* YOUR ASSIGNMENT:
Please return the data that follows precisely as written, but without the images.

* SUPPLIED INFORMATION:
════════
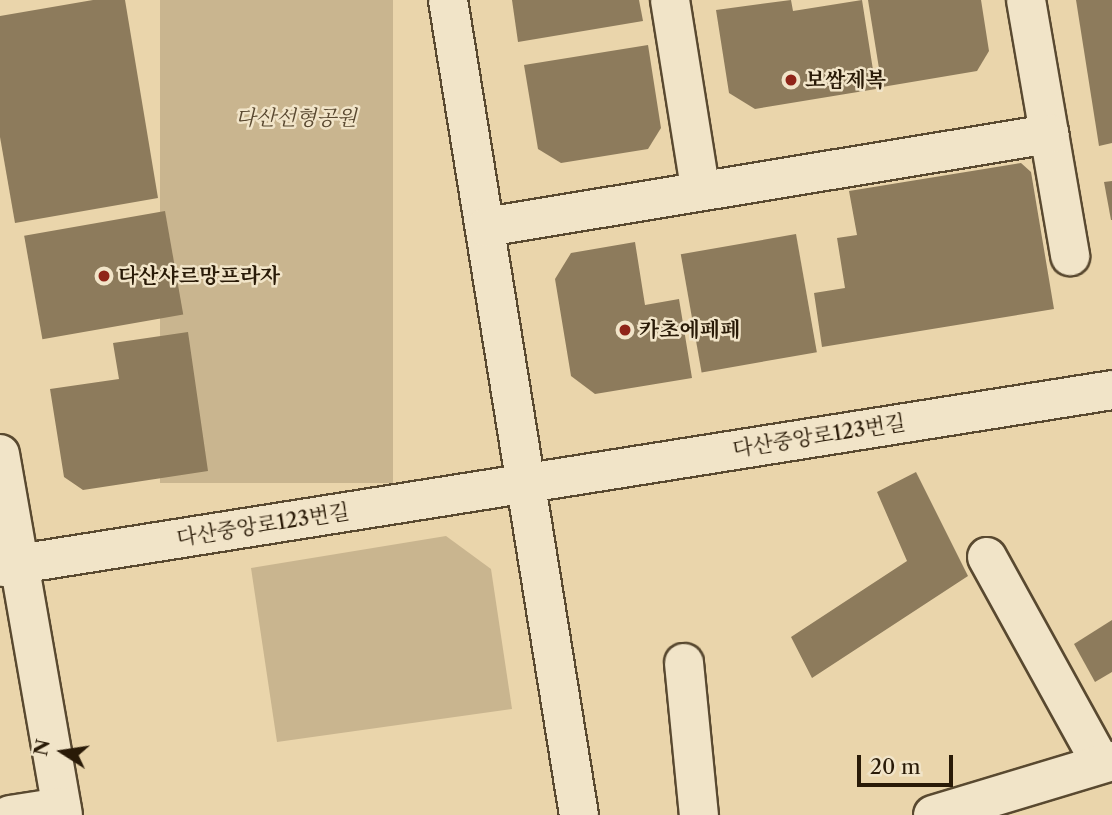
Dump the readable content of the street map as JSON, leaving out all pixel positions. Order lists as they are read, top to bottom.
{
  "streets": {
    "street": ["다산중앙로123번길"]
  },
  "parks": ["다산선형공원"],
  "places": ["보쌈제복", "다산샤르망프라자", "카초에페페"],
  "scale_bar": "20 m",
  "north": "left"
}
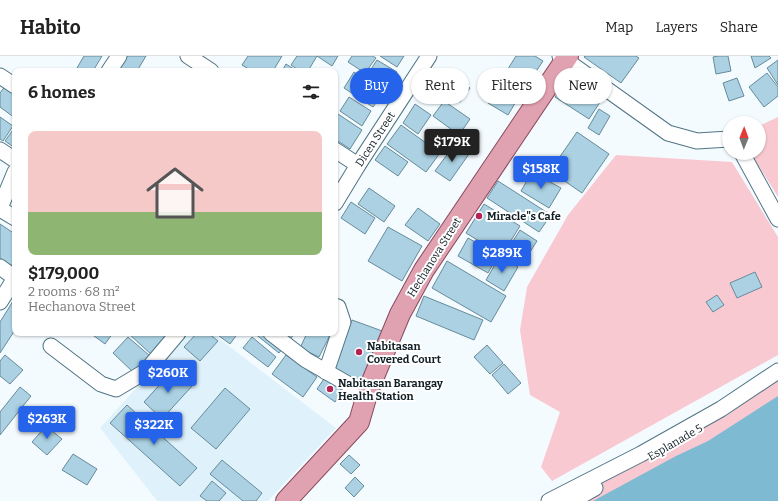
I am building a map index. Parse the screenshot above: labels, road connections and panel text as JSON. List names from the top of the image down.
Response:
════════
* WRITTEN SOLUTION:
Dump the readable content of the street map as JSON, leaving out all pixel positions. Order lists as they are read, top to bottom.
{
  "streets": {
    "street": ["다산중앙로123번길"]
  },
  "parks": ["다산선형공원"],
  "places": ["보쌈제복", "다산샤르망프라자", "카초에페페"],
  "scale_bar": "20 m",
  "north": "left"
}
I am building a map index. Parse the screenshot above: labels, road connections and panel text as JSON. List names from the top of the image down.
Response:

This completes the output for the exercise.